__WORK TO COMPLETE__
Comb through the entries for "image" and pull out each line that holds it.

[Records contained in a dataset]
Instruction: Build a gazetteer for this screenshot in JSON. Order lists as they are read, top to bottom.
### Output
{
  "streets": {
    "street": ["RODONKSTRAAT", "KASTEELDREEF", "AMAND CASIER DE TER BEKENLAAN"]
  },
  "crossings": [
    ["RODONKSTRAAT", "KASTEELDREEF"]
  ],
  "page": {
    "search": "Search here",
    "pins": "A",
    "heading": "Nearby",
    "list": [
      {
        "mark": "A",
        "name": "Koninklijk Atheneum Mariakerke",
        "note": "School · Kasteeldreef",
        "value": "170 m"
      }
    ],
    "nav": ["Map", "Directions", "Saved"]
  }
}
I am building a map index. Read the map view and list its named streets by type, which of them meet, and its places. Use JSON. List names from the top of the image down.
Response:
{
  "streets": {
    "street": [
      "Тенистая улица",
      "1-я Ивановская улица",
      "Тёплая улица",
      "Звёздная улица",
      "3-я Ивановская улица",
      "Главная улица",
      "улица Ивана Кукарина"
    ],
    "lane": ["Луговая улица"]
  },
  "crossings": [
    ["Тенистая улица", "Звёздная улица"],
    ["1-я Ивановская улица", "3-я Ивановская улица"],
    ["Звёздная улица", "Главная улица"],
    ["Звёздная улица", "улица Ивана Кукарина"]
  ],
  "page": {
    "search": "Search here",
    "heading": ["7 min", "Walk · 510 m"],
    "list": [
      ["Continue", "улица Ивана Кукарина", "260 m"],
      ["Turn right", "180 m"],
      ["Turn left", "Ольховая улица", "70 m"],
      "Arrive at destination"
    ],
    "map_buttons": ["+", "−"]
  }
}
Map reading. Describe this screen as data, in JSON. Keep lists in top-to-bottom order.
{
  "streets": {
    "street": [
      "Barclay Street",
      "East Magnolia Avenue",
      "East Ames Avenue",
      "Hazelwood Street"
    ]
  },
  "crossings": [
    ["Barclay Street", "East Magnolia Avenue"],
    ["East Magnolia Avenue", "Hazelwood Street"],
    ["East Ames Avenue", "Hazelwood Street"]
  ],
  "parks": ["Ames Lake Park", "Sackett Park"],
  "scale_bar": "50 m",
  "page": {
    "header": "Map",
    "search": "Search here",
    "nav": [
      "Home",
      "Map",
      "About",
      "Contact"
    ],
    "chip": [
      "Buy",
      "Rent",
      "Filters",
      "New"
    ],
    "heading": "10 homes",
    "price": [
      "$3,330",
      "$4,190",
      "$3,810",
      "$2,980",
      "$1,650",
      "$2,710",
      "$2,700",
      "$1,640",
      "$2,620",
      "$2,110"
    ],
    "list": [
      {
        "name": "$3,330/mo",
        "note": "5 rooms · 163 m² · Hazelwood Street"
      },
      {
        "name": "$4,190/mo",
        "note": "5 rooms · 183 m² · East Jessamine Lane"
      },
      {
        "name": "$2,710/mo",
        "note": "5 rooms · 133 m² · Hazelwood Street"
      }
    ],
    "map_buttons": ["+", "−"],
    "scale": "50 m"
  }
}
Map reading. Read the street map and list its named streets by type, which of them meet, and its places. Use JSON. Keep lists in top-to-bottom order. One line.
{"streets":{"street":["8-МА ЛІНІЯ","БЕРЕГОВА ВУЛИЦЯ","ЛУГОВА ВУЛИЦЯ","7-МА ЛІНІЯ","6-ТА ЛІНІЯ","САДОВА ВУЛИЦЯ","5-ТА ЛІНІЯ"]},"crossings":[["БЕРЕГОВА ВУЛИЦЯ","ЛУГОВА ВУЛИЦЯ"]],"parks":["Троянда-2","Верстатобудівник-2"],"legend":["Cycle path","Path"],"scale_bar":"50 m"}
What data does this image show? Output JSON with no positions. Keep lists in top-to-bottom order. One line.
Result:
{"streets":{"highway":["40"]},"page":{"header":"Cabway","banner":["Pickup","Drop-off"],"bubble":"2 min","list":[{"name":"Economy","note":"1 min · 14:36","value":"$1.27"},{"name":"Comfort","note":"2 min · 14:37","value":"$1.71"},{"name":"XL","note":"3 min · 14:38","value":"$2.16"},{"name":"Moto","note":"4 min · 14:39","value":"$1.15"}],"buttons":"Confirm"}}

__FINISHED EXERCISE__
I am building a map index. Read the map view and list its named streets by type, which of them meet, and its places. Use JSON. List names from the top of the image down.
What data does this image show? Output JSON with no positions. Keep lists in top-to-bottom order. One line.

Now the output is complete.